── EXERCISE INPUT ──

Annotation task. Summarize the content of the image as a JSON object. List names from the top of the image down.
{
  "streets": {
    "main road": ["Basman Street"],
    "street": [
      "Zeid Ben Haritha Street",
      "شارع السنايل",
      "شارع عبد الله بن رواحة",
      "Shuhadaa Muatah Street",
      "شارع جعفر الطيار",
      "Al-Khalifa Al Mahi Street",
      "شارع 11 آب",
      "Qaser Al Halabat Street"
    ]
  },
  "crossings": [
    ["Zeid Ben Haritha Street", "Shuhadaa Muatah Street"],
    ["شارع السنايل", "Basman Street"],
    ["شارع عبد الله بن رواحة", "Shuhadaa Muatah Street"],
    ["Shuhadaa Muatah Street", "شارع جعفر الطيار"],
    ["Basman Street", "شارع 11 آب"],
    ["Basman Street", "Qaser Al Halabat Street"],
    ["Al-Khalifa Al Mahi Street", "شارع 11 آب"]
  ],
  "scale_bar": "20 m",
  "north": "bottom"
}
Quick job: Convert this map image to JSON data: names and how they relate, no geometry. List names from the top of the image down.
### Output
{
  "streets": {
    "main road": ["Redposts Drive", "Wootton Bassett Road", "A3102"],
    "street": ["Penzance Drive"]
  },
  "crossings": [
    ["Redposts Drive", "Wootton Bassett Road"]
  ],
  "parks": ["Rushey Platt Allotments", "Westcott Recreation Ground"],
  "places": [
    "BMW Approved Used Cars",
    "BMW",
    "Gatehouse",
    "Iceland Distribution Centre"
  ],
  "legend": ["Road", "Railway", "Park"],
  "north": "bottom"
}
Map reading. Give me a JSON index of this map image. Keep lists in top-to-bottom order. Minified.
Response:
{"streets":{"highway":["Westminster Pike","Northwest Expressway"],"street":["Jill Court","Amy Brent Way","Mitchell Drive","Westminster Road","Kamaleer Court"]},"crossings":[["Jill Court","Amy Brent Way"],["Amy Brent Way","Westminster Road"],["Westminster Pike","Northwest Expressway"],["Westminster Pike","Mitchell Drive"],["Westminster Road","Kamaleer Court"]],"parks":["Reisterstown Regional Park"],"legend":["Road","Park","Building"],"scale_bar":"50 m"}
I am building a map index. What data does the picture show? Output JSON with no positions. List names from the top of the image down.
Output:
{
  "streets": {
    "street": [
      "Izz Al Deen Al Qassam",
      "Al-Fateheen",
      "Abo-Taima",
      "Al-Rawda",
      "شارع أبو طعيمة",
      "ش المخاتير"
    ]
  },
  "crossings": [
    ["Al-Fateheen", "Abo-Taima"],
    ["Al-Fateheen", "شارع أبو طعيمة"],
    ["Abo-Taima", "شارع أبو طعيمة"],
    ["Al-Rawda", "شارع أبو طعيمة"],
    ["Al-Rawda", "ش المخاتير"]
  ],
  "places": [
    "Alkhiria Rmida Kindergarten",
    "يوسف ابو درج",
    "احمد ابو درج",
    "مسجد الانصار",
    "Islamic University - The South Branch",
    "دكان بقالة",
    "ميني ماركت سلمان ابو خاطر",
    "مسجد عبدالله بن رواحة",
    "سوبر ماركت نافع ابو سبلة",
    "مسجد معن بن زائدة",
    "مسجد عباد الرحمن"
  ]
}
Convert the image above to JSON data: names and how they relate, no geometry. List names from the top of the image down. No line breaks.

───

When a line of the material holds "index", count it once, and then give the final number alone.

2